Le mécontentement était d’ailleurs général, suscité par l’armistice que la Moscovie venait de signer avec la Pologne, à l’insu des Ukrainiens, lui cédant la partie de l’Ukraine située sur la rive droite du Dniéper, à l’exception de Kiev et ses environs immédiats.
Brukhovetsky, voyant sa position menacée, essaya de passer lui-même au mouvement anti-moscovite. Mais cette manœuvre de la dernière heure ne put le sauver. L’insurrection, qui éclata au début de 1668 contre les garnisons et la domination moscovites, l’engloutit également. A l’arrivée de Dorochenko, tout le monde joignit son étendard, Brukhovetsky fut tué et les troupes moscovites durent quitter le pays. Toute l’Ukraine cosaque était une fois de plus unifiée sous le commandement de Dorochenko.
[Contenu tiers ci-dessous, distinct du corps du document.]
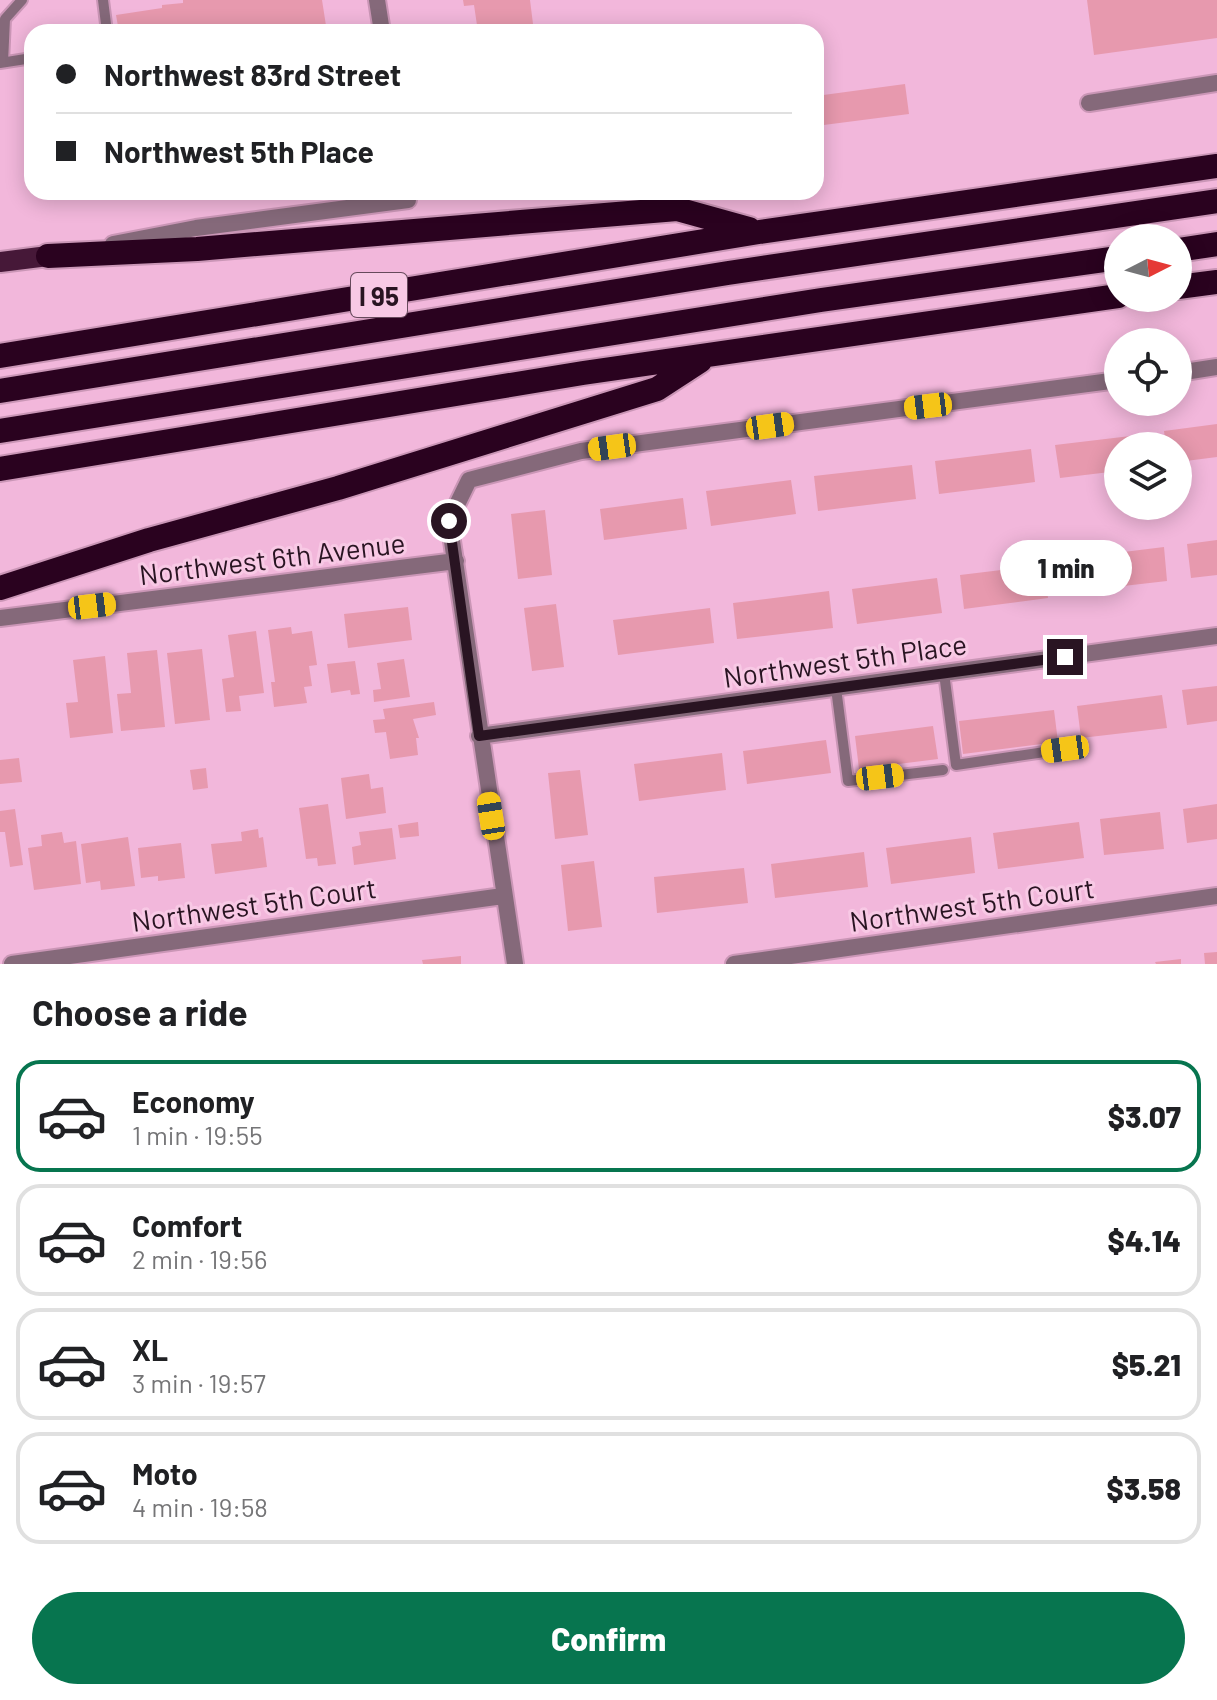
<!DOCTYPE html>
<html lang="en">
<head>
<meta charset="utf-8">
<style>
  :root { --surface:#fff; --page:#f6f6f6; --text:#202124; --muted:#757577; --line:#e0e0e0; --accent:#07754f }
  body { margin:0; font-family:Barlow,sans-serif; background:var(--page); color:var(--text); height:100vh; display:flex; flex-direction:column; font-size:30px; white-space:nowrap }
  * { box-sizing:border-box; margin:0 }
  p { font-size:26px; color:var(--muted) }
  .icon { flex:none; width:44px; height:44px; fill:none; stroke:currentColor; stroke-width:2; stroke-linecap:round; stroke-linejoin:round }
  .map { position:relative; height:964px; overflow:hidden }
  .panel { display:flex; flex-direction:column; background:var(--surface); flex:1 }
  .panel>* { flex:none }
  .top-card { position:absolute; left:24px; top:24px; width:800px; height:176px; border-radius:24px; box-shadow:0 4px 20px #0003; display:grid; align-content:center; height:176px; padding:0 32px; background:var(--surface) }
  .needle { width:52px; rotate:84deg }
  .fabs { position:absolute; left:1104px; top:224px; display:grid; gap:16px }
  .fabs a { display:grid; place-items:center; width:88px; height:88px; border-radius:50%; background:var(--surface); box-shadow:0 4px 20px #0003; font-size:40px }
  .end { position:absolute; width:36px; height:36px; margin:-18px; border:10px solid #291422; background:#fff; box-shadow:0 0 0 4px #fff }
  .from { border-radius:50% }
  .bubble { position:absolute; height:56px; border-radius:28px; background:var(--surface); box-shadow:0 4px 20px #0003; font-size:26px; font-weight:800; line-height:56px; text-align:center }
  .car { position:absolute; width:24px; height:48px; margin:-24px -12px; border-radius:10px; box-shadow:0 0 6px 2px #0007; background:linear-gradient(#f5c518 24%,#345 0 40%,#f5c518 0 76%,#345 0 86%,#f5c518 0) }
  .top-card b { display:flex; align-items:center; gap:28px; height:76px; font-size:30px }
  .top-card b+b { border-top:2px solid var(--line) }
  .top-card i { width:20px; height:20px; background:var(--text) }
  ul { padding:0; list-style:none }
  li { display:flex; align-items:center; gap:24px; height:112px; margin:0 16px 12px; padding:0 16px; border:4px solid var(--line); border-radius:24px }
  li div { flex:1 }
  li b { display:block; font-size:30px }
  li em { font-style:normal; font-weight:800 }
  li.on { border-color:var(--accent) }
  li>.icon { width:72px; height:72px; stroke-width:1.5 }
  h2 { padding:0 32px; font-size:36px; line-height:96px }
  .cta { display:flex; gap:16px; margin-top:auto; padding:16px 32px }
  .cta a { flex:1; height:92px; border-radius:48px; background:var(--accent); color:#fff; font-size:32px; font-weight:800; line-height:92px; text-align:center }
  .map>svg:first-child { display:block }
  .building { fill:#e799ae }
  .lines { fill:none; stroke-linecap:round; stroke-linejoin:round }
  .lane-casing { stroke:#ca96b6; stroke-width:14 }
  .street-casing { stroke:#ca96b6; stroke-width:20 }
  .primary-casing { stroke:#ca96b6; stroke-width:24 }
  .highway-casing { stroke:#ca96b6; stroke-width:28 }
  .lane { stroke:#85697a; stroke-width:10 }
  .street { stroke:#85697a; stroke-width:16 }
  .primary { stroke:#461838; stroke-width:20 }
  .highway { stroke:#2a021f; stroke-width:24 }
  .route { stroke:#291422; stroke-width:10 }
  .labels { text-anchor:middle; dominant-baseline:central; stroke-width:6; stroke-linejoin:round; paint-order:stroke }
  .shield { fill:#f8c9e5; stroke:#674a5c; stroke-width:2 }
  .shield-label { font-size:26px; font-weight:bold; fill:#291422 }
  .street-label { font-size:28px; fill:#291422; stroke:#f8c9e5 }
</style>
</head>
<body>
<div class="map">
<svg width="1217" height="964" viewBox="0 0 1217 964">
  <rect width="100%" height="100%" fill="#f2b7db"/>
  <path class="building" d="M183,0H322L327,32H119L116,15L162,8V5L183,3Z
    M463,0H530L534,32H478L474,5L464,6Z
    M1087,0H1217V38L1094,55Z
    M905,84L909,114L816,126V96Z
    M1217,424V457L1178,462V446H1166L1164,431Z
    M1139,435L1140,446H1118V471L1060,478L1055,445Z
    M1031,449L1035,482L939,494L935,461Z
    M912,465L916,499L818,511L814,476Z
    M791,480L796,514L711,526L706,491Z
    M683,498L687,529L604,540L600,509Z
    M545,510L552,575L518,579L511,514Z
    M1217,540V575L1191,578L1187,544Z
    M1164,547L1167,581L1071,592L1067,559Z
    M1044,565L1048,598L964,609L960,575Z
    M937,578L942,613L857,624L852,589Z
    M829,591L833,628L737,639L733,603Z
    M556,604L564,667L532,671L524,608Z
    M408,607L412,640L348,648L344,614Z
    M710,608L714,643L618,655L613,620Z
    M291,627L292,634L312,631L317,665L309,666L312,686L304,687L307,703L274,707L271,682H275L268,630Z
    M256,631L264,693L239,696L241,711L226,712L222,679L234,677L228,635Z
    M202,649L210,720L175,724L167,653Z
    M157,650L165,727L121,731L117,694L131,693L127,653Z
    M105,656L113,733L70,738L66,703L78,702L73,660Z
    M404,659L410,697L374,702L373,690L381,689L377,663Z
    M355,661L360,694L351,695L350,690L331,693L327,664Z
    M1217,686V721L1187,725L1182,690Z
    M1162,695L1167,728L1081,738L1077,706Z
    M434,702L436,715L413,719L419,738H416L418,755L390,759L386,732L375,733L373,720L385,719L383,709Z
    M1054,710L1058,742L963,754L959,721Z
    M933,726L938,759L859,769L855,736Z
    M826,740L831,773L747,784L743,751Z
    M722,753L726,790L639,801L634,764Z
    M19,758L22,782L0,784V760Z
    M206,768L208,788L193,790L190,770Z
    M580,770L588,835L555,839L548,773Z
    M369,774L371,789L383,787L386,813L346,819L341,778Z
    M328,804L336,864L318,866L317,858L306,859L299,808Z
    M1217,804V839L1187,843L1183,809Z
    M15,809L23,865L10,867L5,832H0V811Z
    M1160,812L1164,849L1104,855L1100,819Z
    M418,822L419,836L400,838L398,825Z
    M1079,822L1084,858L998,869L993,833Z
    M392,828L396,859L354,865L352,847L361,845L359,832Z
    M258,829L259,838L263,837L267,867L215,874L211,844L242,841L241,832Z
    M62,832L64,843L76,841L81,884L34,890L28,848L42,846L41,835Z
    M128,837L135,886L101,890L100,881L86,883L81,844Z
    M971,837L975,873L891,884L886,848Z
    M181,843L185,878L158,881V876L141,878L138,848Z
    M864,852L868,887L775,898L771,864Z
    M594,861L602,927L568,931L561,865Z
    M744,868L748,903L657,913L654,877Z
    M1217,952V964H1205L1204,953Z
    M461,956V964H423L422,960Z
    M1181,959V964H1156L1155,962Z"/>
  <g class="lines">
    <g class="lane-casing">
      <path id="lane" d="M103,0L107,32
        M3,62L5,19L22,0
        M0,63L32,58
        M944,673L956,765L1065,749
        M836,688L848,781L943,770"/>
    </g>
    <g class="street-casing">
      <path id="street" d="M377,0L382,32
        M1089,103L1217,83
        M113,244L196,228L408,200L407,192
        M1178,373L1217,367
        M0,618L456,561
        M479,736L1217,636
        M12,964L503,896
        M515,964L449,521L469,480L581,451L1118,380
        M734,964L1217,896"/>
    </g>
    <g class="primary-casing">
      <path id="primary" d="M0,262L48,256"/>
    </g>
    <g class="highway-casing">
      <path id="highway" d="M1178,250L1217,244
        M48,256L197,249L677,209L749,229
        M1178,287L1217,282
        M0,356L759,232L1217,166
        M0,391L728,273L1217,201
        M0,431L821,300L1118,258
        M0,469L583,373L1118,296
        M0,588L149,540L338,488L657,389L700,361"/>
    </g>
    <use href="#lane" class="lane"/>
    <use href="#street" class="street"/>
    <use href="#primary" class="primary"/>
    <use href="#highway" class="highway"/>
  </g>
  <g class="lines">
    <path class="route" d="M449,521L479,736L1065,657"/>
  </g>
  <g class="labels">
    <rect class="shield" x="351" y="273" width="56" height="44" rx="6"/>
    <g class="shield-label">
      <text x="379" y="295">I 95</text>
    </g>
    <g class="street-label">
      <text transform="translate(272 558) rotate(-7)">Northwest 6th Avenue</text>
      <text transform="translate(845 660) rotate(-8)">Northwest 5th Place</text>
      <text transform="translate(254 904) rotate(-8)">Northwest 5th Court</text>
      <text transform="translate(972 904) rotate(-8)">Northwest 5th Court</text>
    </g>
  </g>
</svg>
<div class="fabs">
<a><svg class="needle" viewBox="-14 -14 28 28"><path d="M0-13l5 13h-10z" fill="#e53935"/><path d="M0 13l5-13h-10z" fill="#757577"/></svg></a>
<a><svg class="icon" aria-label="locate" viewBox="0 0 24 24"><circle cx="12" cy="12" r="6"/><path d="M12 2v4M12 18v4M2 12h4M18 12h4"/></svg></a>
<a><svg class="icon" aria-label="layers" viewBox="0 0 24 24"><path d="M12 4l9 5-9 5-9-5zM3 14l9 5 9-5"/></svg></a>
</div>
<i class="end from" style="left:449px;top:521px"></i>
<i class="end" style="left:1065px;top:657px"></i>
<div class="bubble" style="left:1000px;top:540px;width:132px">1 min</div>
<i class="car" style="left:928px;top:406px;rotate:263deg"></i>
<i class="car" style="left:770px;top:426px;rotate:82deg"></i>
<i class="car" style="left:612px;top:447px;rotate:262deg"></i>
<i class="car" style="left:92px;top:606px;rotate:83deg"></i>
<i class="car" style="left:1065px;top:749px;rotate:262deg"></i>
<i class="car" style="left:880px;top:777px;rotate:83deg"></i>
<i class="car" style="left:491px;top:816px;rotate:351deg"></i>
<div class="top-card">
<b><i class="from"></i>Northwest 83rd Street</b>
<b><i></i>Northwest 5th Place</b>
</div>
</div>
<section class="panel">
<h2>Choose a ride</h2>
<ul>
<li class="on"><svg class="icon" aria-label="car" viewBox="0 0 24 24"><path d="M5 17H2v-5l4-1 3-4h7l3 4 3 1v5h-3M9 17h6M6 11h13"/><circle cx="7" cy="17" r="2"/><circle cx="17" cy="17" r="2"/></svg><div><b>Economy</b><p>1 min · 19:55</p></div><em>$3.07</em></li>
<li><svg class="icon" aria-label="car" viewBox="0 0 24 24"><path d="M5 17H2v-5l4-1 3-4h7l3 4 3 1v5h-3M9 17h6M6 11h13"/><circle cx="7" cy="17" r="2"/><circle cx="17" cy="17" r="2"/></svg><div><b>Comfort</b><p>2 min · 19:56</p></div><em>$4.14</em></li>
<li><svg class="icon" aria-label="car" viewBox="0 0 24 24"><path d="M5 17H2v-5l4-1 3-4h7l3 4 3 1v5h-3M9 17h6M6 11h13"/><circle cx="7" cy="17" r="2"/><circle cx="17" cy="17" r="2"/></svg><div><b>XL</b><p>3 min · 19:57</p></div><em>$5.21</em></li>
<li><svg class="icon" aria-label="car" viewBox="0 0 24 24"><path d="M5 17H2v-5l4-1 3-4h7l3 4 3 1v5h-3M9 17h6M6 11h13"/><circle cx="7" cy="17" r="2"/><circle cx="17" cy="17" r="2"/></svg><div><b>Moto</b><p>4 min · 19:58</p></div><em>$3.58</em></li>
</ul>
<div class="cta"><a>Confirm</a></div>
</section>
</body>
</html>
Ce premier pas accompli et comptant sur l’aide de la Turquie et de la Crimée, l’hetman voulut réaliser l’ancien projet des autonomistes : faire de l’Ukraine un état indépendant, sous la protection de ses voisins. Ayant chassé les garnisons ennemies de la rive droite du Dniéper, il voulait en faire autant de la rive gauche. Avant tout, il désirait réduire les droits de Moscou à ceux d’un véritable protectorat sans immixtion dans les affaires intérieures et il exigeait en premier lieu le rappel des voïvodes.
Quelques évènements, qu’il ne prévoyait pas, vinrent tout d’un coup affaiblir sa position et privèrent de toute force convaincante ses réclamations aux yeux de la Moscovie.
Il avait d’abord eu l’imprudence d’abandonner l’Ukraine de la rive gauche et les troupes moscovites s’étaient hâtées de retourner dans les contrées de Tchernyhiv. Les autorités locales, aussi bien que le clergé et les chefs cosaques, désespérant de jamais s’en débarrasser, tâchèrent de s’arranger avec Moscou, sans s’occuper de Dorochenko, qui à ce moment ne pouvait leur être d’aucun secours.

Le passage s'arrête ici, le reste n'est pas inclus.